Records provided Block Start

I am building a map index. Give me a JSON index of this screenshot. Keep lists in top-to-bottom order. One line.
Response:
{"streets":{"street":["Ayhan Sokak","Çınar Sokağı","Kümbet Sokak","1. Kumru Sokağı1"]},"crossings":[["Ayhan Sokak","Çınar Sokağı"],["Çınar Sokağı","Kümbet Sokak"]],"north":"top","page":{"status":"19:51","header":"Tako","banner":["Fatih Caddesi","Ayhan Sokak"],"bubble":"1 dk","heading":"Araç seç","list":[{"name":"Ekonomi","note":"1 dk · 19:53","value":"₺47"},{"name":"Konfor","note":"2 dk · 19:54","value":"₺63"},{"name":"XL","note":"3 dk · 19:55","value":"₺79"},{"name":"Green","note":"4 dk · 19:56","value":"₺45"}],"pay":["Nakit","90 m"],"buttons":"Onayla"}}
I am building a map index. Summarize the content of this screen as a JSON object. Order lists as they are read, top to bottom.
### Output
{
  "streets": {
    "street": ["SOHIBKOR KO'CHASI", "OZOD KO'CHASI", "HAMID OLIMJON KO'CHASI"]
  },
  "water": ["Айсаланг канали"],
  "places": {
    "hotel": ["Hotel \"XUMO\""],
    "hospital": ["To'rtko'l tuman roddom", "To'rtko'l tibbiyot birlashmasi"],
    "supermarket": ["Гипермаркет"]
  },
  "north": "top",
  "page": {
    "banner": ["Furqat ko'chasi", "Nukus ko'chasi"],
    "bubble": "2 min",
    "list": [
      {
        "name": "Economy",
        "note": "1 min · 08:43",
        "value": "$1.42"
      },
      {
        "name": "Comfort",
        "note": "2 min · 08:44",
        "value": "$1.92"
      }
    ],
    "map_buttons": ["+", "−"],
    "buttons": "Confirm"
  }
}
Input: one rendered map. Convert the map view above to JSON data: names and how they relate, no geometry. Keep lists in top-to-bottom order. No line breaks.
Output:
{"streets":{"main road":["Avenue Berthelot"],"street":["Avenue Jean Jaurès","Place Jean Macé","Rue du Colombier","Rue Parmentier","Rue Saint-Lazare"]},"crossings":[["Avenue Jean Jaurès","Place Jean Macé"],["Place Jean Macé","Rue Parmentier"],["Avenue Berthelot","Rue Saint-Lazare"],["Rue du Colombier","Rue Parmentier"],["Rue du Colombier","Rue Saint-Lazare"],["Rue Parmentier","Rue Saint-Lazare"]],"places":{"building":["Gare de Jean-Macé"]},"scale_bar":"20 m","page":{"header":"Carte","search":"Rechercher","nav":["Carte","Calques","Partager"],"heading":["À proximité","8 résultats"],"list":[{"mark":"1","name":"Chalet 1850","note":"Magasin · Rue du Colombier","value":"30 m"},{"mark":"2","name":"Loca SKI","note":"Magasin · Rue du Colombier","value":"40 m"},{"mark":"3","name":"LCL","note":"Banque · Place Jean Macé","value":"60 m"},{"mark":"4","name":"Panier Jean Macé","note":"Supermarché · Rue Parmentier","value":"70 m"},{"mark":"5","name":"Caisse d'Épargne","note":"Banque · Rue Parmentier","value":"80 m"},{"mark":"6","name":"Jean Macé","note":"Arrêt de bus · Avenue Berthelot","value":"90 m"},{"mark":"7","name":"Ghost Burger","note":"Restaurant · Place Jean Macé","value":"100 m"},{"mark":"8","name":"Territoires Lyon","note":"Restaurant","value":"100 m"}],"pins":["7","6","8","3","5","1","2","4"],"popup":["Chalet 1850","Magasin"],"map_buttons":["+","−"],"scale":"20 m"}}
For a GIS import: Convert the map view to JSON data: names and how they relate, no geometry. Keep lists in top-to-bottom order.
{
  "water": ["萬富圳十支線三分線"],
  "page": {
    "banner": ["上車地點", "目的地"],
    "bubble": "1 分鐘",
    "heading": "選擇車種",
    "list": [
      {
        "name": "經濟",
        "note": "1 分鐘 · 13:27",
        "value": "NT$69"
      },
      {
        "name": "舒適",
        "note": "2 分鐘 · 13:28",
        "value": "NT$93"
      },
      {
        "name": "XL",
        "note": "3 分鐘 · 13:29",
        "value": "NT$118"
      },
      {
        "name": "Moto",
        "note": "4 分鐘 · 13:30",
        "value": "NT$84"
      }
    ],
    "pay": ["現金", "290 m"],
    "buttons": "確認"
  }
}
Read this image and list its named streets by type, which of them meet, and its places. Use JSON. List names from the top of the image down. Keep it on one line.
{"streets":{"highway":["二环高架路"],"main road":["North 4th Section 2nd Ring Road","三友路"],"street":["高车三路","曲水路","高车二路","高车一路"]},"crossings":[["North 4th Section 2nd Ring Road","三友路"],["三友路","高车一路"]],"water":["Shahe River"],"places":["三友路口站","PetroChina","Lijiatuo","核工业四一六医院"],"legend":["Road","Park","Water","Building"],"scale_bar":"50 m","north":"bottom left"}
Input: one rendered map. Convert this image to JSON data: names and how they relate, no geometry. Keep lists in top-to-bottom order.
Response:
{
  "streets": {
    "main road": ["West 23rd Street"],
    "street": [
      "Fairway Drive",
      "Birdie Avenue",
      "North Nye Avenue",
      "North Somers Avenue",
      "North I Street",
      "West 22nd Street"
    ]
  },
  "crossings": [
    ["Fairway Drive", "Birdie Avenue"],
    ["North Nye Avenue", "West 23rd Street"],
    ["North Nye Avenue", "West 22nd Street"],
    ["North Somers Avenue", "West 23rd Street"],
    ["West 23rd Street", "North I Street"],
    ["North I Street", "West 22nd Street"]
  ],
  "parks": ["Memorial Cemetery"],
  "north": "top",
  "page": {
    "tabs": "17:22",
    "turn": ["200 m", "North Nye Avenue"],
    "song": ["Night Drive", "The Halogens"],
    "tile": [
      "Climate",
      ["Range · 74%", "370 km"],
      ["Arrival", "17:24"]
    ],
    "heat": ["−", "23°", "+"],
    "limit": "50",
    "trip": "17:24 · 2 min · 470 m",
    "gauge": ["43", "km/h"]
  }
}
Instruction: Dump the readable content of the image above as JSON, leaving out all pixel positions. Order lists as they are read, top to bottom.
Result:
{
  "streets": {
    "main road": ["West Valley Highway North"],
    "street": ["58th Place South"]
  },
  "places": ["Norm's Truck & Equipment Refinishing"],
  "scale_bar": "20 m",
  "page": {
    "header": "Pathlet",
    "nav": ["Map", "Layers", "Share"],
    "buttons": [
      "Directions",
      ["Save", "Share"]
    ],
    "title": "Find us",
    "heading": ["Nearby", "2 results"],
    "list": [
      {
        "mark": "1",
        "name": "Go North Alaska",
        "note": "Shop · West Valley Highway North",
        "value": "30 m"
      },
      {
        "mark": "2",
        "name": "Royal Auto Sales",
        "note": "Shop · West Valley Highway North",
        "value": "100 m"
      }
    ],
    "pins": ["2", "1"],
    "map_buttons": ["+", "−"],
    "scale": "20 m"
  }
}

Records provided Block End

→ **Aim of the exercise**
Please say how many lines of the listing hold the string "above", answering with the number alone.

→ **Task response**
2